• **Try it**
So that the copy matches the original, retype each line of the material below exactly.

┌──

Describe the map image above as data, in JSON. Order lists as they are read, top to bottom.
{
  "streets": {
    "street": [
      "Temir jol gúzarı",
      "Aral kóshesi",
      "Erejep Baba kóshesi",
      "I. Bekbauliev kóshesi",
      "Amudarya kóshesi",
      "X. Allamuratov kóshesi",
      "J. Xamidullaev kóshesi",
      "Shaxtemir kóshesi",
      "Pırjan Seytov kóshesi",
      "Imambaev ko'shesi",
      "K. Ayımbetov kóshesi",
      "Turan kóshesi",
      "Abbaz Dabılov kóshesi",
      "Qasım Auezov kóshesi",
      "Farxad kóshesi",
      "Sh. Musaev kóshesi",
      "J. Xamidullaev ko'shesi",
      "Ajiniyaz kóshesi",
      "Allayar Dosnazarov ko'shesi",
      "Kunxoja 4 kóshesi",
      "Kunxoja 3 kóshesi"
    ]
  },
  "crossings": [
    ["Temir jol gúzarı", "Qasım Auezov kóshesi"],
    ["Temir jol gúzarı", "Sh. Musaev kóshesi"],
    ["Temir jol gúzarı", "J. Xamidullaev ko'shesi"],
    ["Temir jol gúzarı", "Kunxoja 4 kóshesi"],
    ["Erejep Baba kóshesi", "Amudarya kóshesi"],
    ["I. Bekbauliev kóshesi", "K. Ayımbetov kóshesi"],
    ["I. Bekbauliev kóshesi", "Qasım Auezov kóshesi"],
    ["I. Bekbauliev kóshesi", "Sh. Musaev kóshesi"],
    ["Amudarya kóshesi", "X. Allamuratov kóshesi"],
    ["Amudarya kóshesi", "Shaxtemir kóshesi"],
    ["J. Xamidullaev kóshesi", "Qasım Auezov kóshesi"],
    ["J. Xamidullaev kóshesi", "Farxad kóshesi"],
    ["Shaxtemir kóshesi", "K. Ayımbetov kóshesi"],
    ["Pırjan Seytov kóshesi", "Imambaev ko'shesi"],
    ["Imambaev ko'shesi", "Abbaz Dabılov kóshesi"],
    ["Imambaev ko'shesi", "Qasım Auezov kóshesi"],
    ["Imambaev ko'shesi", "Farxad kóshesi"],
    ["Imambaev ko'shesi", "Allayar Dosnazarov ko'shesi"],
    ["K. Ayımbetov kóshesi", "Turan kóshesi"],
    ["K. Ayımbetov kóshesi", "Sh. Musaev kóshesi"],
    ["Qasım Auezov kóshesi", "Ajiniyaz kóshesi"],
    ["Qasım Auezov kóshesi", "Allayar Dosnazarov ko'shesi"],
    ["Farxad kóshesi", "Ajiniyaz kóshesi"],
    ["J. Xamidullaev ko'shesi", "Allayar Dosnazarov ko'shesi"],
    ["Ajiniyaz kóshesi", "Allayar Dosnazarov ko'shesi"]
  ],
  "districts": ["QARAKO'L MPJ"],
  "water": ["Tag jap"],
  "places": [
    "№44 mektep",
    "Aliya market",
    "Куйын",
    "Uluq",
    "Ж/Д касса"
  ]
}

└──

• **Expected output**
Describe the map image above as data, in JSON. Order lists as they are read, top to bottom.
{
  "streets": {
    "street": [
      "Temir jol gúzarı",
      "Aral kóshesi",
      "Erejep Baba kóshesi",
      "I. Bekbauliev kóshesi",
      "Amudarya kóshesi",
      "X. Allamuratov kóshesi",
      "J. Xamidullaev kóshesi",
      "Shaxtemir kóshesi",
      "Pırjan Seytov kóshesi",
      "Imambaev ko'shesi",
      "K. Ayımbetov kóshesi",
      "Turan kóshesi",
      "Abbaz Dabılov kóshesi",
      "Qasım Auezov kóshesi",
      "Farxad kóshesi",
      "Sh. Musaev kóshesi",
      "J. Xamidullaev ko'shesi",
      "Ajiniyaz kóshesi",
      "Allayar Dosnazarov ko'shesi",
      "Kunxoja 4 kóshesi",
      "Kunxoja 3 kóshesi"
    ]
  },
  "crossings": [
    ["Temir jol gúzarı", "Qasım Auezov kóshesi"],
    ["Temir jol gúzarı", "Sh. Musaev kóshesi"],
    ["Temir jol gúzarı", "J. Xamidullaev ko'shesi"],
    ["Temir jol gúzarı", "Kunxoja 4 kóshesi"],
    ["Erejep Baba kóshesi", "Amudarya kóshesi"],
    ["I. Bekbauliev kóshesi", "K. Ayımbetov kóshesi"],
    ["I. Bekbauliev kóshesi", "Qasım Auezov kóshesi"],
    ["I. Bekbauliev kóshesi", "Sh. Musaev kóshesi"],
    ["Amudarya kóshesi", "X. Allamuratov kóshesi"],
    ["Amudarya kóshesi", "Shaxtemir kóshesi"],
    ["J. Xamidullaev kóshesi", "Qasım Auezov kóshesi"],
    ["J. Xamidullaev kóshesi", "Farxad kóshesi"],
    ["Shaxtemir kóshesi", "K. Ayımbetov kóshesi"],
    ["Pırjan Seytov kóshesi", "Imambaev ko'shesi"],
    ["Imambaev ko'shesi", "Abbaz Dabılov kóshesi"],
    ["Imambaev ko'shesi", "Qasım Auezov kóshesi"],
    ["Imambaev ko'shesi", "Farxad kóshesi"],
    ["Imambaev ko'shesi", "Allayar Dosnazarov ko'shesi"],
    ["K. Ayımbetov kóshesi", "Turan kóshesi"],
    ["K. Ayımbetov kóshesi", "Sh. Musaev kóshesi"],
    ["Qasım Auezov kóshesi", "Ajiniyaz kóshesi"],
    ["Qasım Auezov kóshesi", "Allayar Dosnazarov ko'shesi"],
    ["Farxad kóshesi", "Ajiniyaz kóshesi"],
    ["J. Xamidullaev ko'shesi", "Allayar Dosnazarov ko'shesi"],
    ["Ajiniyaz kóshesi", "Allayar Dosnazarov ko'shesi"]
  ],
  "districts": ["QARAKO'L MPJ"],
  "water": ["Tag jap"],
  "places": [
    "№44 mektep",
    "Aliya market",
    "Куйын",
    "Uluq",
    "Ж/Д касса"
  ]
}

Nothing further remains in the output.